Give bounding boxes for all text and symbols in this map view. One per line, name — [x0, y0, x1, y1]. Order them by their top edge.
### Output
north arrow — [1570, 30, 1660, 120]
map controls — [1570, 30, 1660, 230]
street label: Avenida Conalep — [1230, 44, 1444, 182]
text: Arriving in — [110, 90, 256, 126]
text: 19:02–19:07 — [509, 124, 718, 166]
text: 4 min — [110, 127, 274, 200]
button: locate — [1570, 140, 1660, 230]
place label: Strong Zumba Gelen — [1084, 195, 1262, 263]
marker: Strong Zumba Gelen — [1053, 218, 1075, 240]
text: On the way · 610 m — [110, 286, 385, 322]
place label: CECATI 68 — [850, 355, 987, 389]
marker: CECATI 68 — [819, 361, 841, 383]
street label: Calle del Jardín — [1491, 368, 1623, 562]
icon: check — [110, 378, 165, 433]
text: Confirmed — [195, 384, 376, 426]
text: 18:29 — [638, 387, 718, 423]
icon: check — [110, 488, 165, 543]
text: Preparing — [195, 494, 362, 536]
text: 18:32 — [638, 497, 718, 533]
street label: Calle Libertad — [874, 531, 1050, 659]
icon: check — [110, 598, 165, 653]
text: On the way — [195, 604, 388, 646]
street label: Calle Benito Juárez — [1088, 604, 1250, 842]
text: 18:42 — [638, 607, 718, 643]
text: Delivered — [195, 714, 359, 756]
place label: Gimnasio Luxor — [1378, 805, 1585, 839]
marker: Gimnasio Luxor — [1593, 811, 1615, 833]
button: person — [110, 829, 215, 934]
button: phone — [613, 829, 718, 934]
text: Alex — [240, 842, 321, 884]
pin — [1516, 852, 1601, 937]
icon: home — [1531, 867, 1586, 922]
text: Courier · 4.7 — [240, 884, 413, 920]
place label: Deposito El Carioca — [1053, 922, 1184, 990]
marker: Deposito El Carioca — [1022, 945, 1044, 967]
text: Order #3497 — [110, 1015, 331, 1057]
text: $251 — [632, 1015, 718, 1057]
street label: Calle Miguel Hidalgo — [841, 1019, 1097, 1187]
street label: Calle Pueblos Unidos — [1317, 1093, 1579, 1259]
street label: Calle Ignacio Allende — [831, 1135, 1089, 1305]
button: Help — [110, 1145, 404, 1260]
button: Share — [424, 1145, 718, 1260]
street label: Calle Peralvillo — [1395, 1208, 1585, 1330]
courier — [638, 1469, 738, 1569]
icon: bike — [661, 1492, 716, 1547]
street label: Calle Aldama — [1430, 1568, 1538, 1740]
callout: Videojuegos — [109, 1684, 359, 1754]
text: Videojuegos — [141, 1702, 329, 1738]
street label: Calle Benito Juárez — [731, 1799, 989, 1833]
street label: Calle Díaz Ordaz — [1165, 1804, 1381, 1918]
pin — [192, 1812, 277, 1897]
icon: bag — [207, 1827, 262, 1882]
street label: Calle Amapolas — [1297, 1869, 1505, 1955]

☆ ☆ ☆ ☆ ☆ ☆ ☆

Would you reproduce the whole listing above, word for word?

Give bounding boxes for all text and symbols in this map view. One per line, name — [x0, y0, x1, y1]. Order them by their top edge.
### Output
north arrow — [1570, 30, 1660, 120]
map controls — [1570, 30, 1660, 230]
street label: Avenida Conalep — [1230, 44, 1444, 182]
text: Arriving in — [110, 90, 256, 126]
text: 19:02–19:07 — [509, 124, 718, 166]
text: 4 min — [110, 127, 274, 200]
button: locate — [1570, 140, 1660, 230]
place label: Strong Zumba Gelen — [1084, 195, 1262, 263]
marker: Strong Zumba Gelen — [1053, 218, 1075, 240]
text: On the way · 610 m — [110, 286, 385, 322]
place label: CECATI 68 — [850, 355, 987, 389]
marker: CECATI 68 — [819, 361, 841, 383]
street label: Calle del Jardín — [1491, 368, 1623, 562]
icon: check — [110, 378, 165, 433]
text: Confirmed — [195, 384, 376, 426]
text: 18:29 — [638, 387, 718, 423]
icon: check — [110, 488, 165, 543]
text: Preparing — [195, 494, 362, 536]
text: 18:32 — [638, 497, 718, 533]
street label: Calle Libertad — [874, 531, 1050, 659]
icon: check — [110, 598, 165, 653]
text: On the way — [195, 604, 388, 646]
street label: Calle Benito Juárez — [1088, 604, 1250, 842]
text: 18:42 — [638, 607, 718, 643]
text: Delivered — [195, 714, 359, 756]
place label: Gimnasio Luxor — [1378, 805, 1585, 839]
marker: Gimnasio Luxor — [1593, 811, 1615, 833]
button: person — [110, 829, 215, 934]
button: phone — [613, 829, 718, 934]
text: Alex — [240, 842, 321, 884]
pin — [1516, 852, 1601, 937]
icon: home — [1531, 867, 1586, 922]
text: Courier · 4.7 — [240, 884, 413, 920]
place label: Deposito El Carioca — [1053, 922, 1184, 990]
marker: Deposito El Carioca — [1022, 945, 1044, 967]
text: Order #3497 — [110, 1015, 331, 1057]
text: $251 — [632, 1015, 718, 1057]
street label: Calle Miguel Hidalgo — [841, 1019, 1097, 1187]
street label: Calle Pueblos Unidos — [1317, 1093, 1579, 1259]
street label: Calle Ignacio Allende — [831, 1135, 1089, 1305]
button: Help — [110, 1145, 404, 1260]
button: Share — [424, 1145, 718, 1260]
street label: Calle Peralvillo — [1395, 1208, 1585, 1330]
courier — [638, 1469, 738, 1569]
icon: bike — [661, 1492, 716, 1547]
street label: Calle Aldama — [1430, 1568, 1538, 1740]
callout: Videojuegos — [109, 1684, 359, 1754]
text: Videojuegos — [141, 1702, 329, 1738]
street label: Calle Benito Juárez — [731, 1799, 989, 1833]
street label: Calle Díaz Ordaz — [1165, 1804, 1381, 1918]
pin — [192, 1812, 277, 1897]
icon: bag — [207, 1827, 262, 1882]
street label: Calle Amapolas — [1297, 1869, 1505, 1955]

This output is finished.